MÜZİSYEN BİYOGRAFİLERİNE BAKIŞ

Bu filmden hareketle müzisyen biyografilerine göz atmak istedim. Malum, son yıllarda bu tür filmlere sıkça rastlıyoruz. Örneğin Bohemian Rhapsody (2018), Freddie Mercury’nin sahne üzerindeki karizmasını değil, perde arkasındaki yalnızlığını da gözler önüne serdi. Rami Malek’in performansı kadar filmin global gişe başarısı da dikkat çekiciydi. Onu takip eden Rocketman (2019), Elton John’un şatafatlı kariyerini bir fantezi müzikale dönüştürdü. Taron Egerton’ın Elton’a dönüşümü kadar, filmde gerçeklik ve hayal arasındaki geçişler, biyografik anlatıya yeni bir soluk getirdi.

Ama konu sadece pop ve rock yıldızlarıyla sınırlı değil. Ray (2004) ile kör doğmuş bir caz dehasının bağımlılıkla ve ırkçılıkla mücadelesini izledik. Walk the Line (2005) ise country müziğin asi çocuğu Johnny Cash’in içsel karanlığını güçlü bir aşk hikâyesiyle ördü. Fransız sineması da bu alanda boş durmadı. La Vie en Rose (2007), Édith Piaf’ın kırılgan sesine yakışır şekilde parçalanmış bir hayatı parçalı bir kurgu ile anlattı. Marion Cotillard’ın bu filmle Oscar kazanması tesadüf değildi.

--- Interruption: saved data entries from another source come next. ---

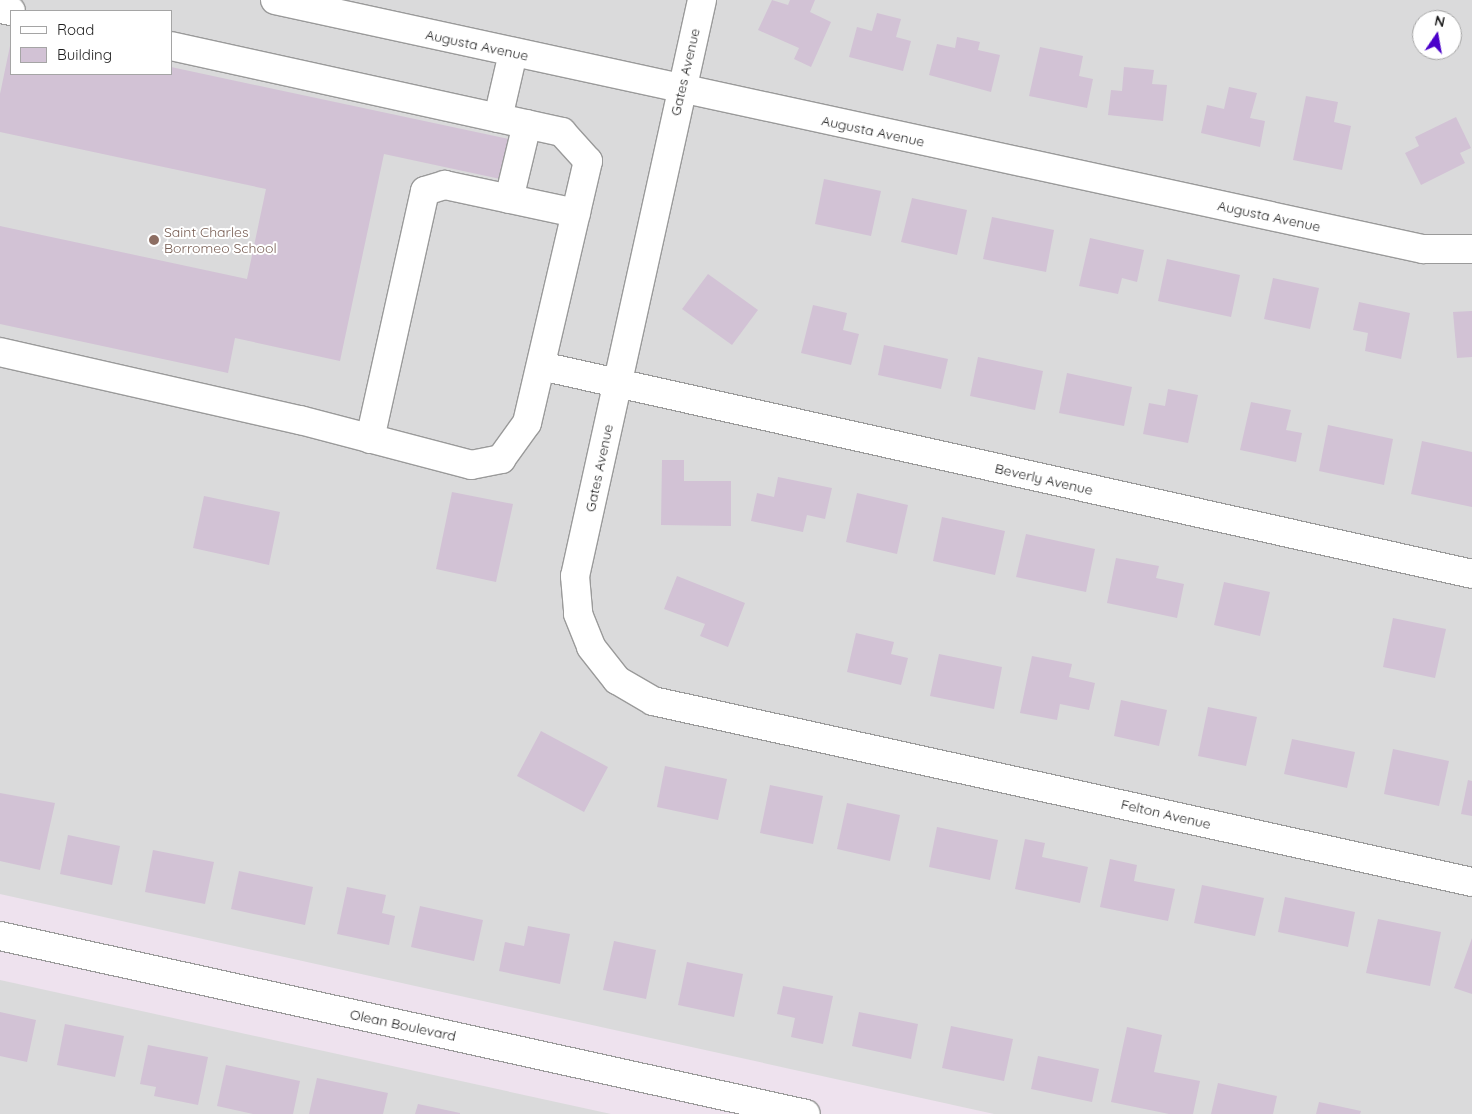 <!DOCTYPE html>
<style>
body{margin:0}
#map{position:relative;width:1472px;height:1114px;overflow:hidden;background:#eee2ee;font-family:Quicksand,sans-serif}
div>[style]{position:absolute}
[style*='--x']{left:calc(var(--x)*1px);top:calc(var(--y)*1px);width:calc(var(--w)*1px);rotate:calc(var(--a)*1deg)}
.residential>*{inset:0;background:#dadadb}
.building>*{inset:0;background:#d2c2d5}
.roads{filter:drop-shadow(1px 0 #9a9a9a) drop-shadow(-1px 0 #9a9a9a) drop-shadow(0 1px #9a9a9a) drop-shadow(0 -1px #9a9a9a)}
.minor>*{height:28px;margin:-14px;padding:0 14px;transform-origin:14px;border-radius:14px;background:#fff}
.dots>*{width:14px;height:14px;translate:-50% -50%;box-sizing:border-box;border:2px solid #fff;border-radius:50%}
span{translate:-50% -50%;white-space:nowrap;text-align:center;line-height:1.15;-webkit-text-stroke:4px #fff;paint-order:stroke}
.street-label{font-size:14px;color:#1d1d1d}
.education-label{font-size:14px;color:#785e54}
.left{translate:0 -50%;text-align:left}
.legend{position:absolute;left:10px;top:10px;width:162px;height:65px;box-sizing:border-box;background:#fff;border:1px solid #a5a5a5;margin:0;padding:6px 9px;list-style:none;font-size:15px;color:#1d1d1d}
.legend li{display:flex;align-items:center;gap:10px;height:25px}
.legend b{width:25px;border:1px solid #a5a5a5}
.north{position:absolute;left:1412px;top:10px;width:50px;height:50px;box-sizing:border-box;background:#fff;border:1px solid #a5a5a5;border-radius:50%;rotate:12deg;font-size:14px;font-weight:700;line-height:20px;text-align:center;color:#1d1d1d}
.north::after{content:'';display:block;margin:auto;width:18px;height:22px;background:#4a00ca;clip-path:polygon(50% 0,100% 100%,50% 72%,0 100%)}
</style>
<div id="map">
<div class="residential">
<i style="clip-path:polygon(evenodd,0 0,1472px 0,1472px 1114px,994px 1114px,0 894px,0 0,11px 11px,171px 11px,171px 74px,11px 74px,11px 11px,0 0,1422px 20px,1452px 20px,1452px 50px,1422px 50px,1422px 20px)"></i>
<i style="clip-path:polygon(0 980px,611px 1114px,0 1114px)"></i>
</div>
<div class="building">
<i style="clip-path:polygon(772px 0,788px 5px,790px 0,815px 0,810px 12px,831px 22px,811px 67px,794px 59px,799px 48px,758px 30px)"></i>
<i style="clip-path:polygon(877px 13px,901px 19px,896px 37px,911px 41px,903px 71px,849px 57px,857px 27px,872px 31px)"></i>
<i style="clip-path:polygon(957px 37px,980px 42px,978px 50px,1000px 55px,991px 92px,929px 75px,937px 44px,955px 48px)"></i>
<i style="clip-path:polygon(10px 46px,11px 74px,171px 74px,171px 67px,513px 140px,505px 180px,384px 154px,340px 361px,235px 338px,228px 373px,0 324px,0 226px,247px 279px,266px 189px,0 132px,0 94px)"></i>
<i style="clip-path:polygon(1040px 47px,1083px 56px,1079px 76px,1093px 79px,1087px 108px,1029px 96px)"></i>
<i style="clip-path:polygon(1124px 67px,1154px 70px,1152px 84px,1167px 85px,1163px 121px,1108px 115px,1111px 90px,1122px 91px)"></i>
<i style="clip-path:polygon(1229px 87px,1257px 93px,1250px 118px,1265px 121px,1260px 147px,1201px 133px,1207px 105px,1224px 109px)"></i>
<i style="clip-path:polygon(1306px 96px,1338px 102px,1334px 122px,1351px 126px,1342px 170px,1293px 160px)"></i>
<i style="clip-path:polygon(1456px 117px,1471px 148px,1460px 153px,1465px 163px,1421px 185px,1405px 153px,1419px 146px,1415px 137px)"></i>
<i style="clip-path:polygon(824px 179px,881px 191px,871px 236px,815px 224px)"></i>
<i style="clip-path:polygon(912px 198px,967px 210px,957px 255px,901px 242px)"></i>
<i style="clip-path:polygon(992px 217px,1054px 230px,1046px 272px,983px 259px)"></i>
<i style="clip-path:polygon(1090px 238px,1144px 250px,1137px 282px,1122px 278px,1118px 294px,1079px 286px)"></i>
<i style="clip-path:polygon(1167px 259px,1240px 275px,1231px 317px,1158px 301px)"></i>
<i style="clip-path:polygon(708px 274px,758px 310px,732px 345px,682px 309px)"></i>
<i style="clip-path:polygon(1273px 278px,1319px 288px,1310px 329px,1264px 319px)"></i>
<i style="clip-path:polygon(1359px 302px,1410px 313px,1401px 359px,1365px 351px,1368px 333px,1353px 330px)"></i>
<i style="clip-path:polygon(813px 305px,847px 313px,843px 330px,859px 334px,851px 365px,801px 353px)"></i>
<i style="clip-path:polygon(1472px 311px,1472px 357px,1457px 358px,1453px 312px)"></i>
<i style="clip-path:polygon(884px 345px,948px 359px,941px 389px,878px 375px)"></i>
<i style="clip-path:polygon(978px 357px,1043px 371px,1035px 410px,970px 396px)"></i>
<i style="clip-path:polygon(1067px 373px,1132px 387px,1124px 426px,1059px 413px)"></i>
<i style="clip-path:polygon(1168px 389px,1198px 395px,1188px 443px,1143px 434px,1149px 403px,1165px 406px)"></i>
<i style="clip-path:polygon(1251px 402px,1291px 410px,1286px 430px,1302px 433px,1296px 462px,1240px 450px)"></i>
<i style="clip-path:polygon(1328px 425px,1393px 439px,1384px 485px,1319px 471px)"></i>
<i style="clip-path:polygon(1422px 441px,1472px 452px,1472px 507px,1411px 494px)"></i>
<i style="clip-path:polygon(662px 460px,684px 460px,684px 481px,731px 481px,731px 526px,661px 525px)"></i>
<i style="clip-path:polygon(778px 477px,832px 488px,825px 519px,807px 515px,803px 532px,751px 521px,757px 493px,774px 497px)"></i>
<i style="clip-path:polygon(452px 492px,513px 504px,496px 582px,436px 569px)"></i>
<i style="clip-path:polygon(857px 493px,908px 505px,897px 554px,846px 542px)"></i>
<i style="clip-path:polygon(204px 496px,280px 512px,269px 565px,193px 548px)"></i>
<i style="clip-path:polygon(942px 517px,1005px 531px,995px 575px,933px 561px)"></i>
<i style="clip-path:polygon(1026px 534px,1095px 549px,1086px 592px,1016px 577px)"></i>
<i style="clip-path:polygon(1116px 558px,1159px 566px,1156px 578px,1184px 584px,1177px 618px,1107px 603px)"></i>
<i style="clip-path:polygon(677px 576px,745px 603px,728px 647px,700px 636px,705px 624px,664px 609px)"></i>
<i style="clip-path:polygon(1224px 582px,1270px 592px,1260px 636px,1214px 625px)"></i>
<i style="clip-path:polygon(1393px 618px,1446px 629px,1435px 678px,1383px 667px)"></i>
<i style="clip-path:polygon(856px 633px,894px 642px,891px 654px,908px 658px,901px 685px,847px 672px)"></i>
<i style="clip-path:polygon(939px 654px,1002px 667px,994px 709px,930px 696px)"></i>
<i style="clip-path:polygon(1032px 656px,1072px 664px,1069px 677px,1095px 683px,1089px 710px,1060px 704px,1057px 720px,1020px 713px)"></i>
<i style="clip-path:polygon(1121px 700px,1167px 710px,1159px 746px,1114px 736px)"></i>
<i style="clip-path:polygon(1208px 707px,1257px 717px,1246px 766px,1198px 756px)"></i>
<i style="clip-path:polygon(541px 731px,608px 767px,584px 812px,517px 776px)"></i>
<i style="clip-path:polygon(1292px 739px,1355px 752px,1347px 788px,1284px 774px)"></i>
<i style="clip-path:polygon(1393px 749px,1449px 761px,1439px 806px,1384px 794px)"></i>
<i style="clip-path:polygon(665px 766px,727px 779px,718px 820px,657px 807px)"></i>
<i style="clip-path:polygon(1468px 780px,1472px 781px,1472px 816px,1461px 814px)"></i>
<i style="clip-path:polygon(770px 785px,823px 796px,813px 844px,760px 833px)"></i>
<i style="clip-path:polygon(0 793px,55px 803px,40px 870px,0 861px)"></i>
<i style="clip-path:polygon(847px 803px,900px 815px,890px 861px,837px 849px)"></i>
<i style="clip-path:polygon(937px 827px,998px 840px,990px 880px,929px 867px)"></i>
<i style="clip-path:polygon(68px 835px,120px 846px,112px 885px,60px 874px)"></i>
<i style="clip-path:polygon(1025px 839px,1045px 843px,1042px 857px,1088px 867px,1080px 903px,1015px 889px)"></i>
<i style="clip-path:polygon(153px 850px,214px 862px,205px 904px,145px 892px)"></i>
<i style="clip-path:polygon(1110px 859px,1137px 865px,1134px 881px,1175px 889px,1168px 921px,1100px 907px)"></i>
<i style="clip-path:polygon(239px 871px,313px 887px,305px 925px,231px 909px)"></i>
<i style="clip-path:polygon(1202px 885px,1264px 898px,1255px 936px,1194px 923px)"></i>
<i style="clip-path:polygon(347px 887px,386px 895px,382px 913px,395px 916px,389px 945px,337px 934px)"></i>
<i style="clip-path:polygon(1285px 897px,1355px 912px,1348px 947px,1278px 932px)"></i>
<i style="clip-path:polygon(420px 906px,483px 920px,474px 961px,411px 947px)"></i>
<i style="clip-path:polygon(1378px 919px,1441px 932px,1430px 986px,1366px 973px)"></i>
<i style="clip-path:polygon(528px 926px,570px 934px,560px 984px,499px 971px,505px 942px,524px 946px)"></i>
<i style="clip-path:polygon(1472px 938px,1472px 994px,1454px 988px)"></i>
<i style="clip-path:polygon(614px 941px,656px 950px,646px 999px,603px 990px)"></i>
<i style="clip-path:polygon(687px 962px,743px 974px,734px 1017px,678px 1005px)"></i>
<i style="clip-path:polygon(783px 986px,833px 996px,823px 1044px,791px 1037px,795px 1018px,777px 1014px)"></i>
<i style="clip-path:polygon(0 1012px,36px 1020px,27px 1062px,0 1056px)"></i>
<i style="clip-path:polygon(859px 1012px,918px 1024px,911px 1059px,852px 1046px)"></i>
<i style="clip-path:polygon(65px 1024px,124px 1036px,115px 1077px,57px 1065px)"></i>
<i style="clip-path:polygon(951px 1026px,1013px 1039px,1004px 1081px,942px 1068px)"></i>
<i style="clip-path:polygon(1127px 1027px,1162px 1035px,1154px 1072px,1200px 1081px,1193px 1114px,1169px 1114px,1111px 1102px)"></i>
<i style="clip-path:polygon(148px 1045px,208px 1057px,198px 1105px,154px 1096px,156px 1087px,140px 1084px)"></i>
<i style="clip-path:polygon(1038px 1056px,1099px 1069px,1092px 1102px,1031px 1089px)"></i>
<i style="clip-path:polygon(226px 1065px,300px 1081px,293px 1114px,253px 1114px,217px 1106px)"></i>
<i style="clip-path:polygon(317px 1078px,388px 1093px,383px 1114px,309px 1114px)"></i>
<i style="clip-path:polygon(1218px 1083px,1277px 1096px,1273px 1114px,1211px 1114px)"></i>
<i style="clip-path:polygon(1319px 1102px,1361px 1111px,1360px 1114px,1316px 1114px)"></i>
<i style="clip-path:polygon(418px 1104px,460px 1113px,460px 1114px,415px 1114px)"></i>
</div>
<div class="roads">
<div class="minor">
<i style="--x:275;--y:0;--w:1175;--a:12.24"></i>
<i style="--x:1423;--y:249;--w:49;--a:0"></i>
<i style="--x:702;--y:0;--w:590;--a:102.43"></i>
<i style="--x:575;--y:576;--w:38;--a:85"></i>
<i style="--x:578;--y:614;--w:35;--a:68"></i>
<i style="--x:591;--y:647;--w:42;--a:51.8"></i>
<i style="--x:617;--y:680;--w:42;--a:30.3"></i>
<i style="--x:653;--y:701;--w:839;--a:12.46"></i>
<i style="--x:0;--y:9;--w:11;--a:10"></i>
<i style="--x:498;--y:118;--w:67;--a:-77"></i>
<i style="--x:509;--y:199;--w:77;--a:-76.5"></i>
<i style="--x:0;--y:352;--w:308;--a:12.8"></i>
<i style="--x:300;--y:420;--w:177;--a:14.7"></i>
<i style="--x:471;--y:465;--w:31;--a:-11"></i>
<i style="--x:501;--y:459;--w:44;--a:-54.2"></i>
<i style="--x:527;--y:423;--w:269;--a:-76.9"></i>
<i style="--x:588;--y:161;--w:39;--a:-132"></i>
<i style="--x:562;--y:132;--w:400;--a:-167.6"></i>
<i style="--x:541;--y:366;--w:954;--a:12.59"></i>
<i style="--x:370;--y:439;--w:254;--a:-77.5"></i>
<i style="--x:425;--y:191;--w:21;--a:-17"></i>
<i style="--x:445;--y:185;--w:134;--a:12.1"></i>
<i style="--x:0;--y:936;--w:825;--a:12.45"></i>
</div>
</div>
<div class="dots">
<i style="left:154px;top:240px;background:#8d6e63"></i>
</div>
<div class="street-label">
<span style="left:477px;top:45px;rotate:12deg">Augusta Avenue</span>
<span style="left:685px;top:72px;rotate:-77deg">Gates Avenue</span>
<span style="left:873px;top:131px;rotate:12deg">Augusta Avenue</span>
<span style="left:1269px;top:216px;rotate:12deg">Augusta Avenue</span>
<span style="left:599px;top:468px;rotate:-78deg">Gates Avenue</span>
<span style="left:1044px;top:479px;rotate:13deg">Beverly Avenue</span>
<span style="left:1166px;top:814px;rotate:13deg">Felton Avenue</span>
<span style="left:403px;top:1025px;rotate:12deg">Olean Boulevard</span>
</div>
<div class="education-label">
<span class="left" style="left:164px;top:240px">Saint Charles<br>Borromeo School</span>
</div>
<ul class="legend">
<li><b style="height:6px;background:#fff"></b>Road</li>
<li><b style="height:14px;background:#d2c2d5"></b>Building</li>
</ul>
<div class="north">N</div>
</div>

Türkiye’de biyografik müzisyen filmleri sayıca az ama etkileyici örnekler sunuyor. Örneğin Timuçin Esen’in başrolde yer aldığı Müslüm Gürses’in hayatını anlatan 2018 yapımı Müslüm, öne çıkan filmlerden. Ketche’nin yönettiği film gişede 6.5 milyonu aşıp büyük başarı elde etti. Bir döneme damga vuran sanatçı Bergen’i anlatan aynı adlı film de 5.5 milyon izleyiciyle Türkiye sinema tarihinin en çok izlenen biyografik filmlerinden oldu. Büşra Pekin’in başrolde yer aldığı Dilber Ay, Murat Göğebakan’ın hayatını anlatan Kalbim Yaralı ile Barış Akarsu’nun hayatını anlatan Barış Akarsu- Merhaba adlı filmler de ilk akla gelenler. Müzisyen biyografileri hafızamızın fon müziğidir. O şarkıyı ilk ne zaman duyduğumuzu, kiminle dans ettiğimizi, neye ağladığımızı hatırlarız. Biyografi filmleri, bize sadece bir sanatçıyı değil, kendimizi de anlatır. O yüzden bize yakın gelir. Gönül ister ki, Cem Karaca, Barış Manço, Neşet Ertaş, Zeki Müren gibi sanatçıların da filmleri yapılsın ama bu filmler için belli tabuların yıkılması, çeşitli ailevi sorunların çözülmesi gerekecek.

Bir Yorum Yazın

Ziyaretçi Yorumları - 0 Yorum

Henüz yorum yapılmamış.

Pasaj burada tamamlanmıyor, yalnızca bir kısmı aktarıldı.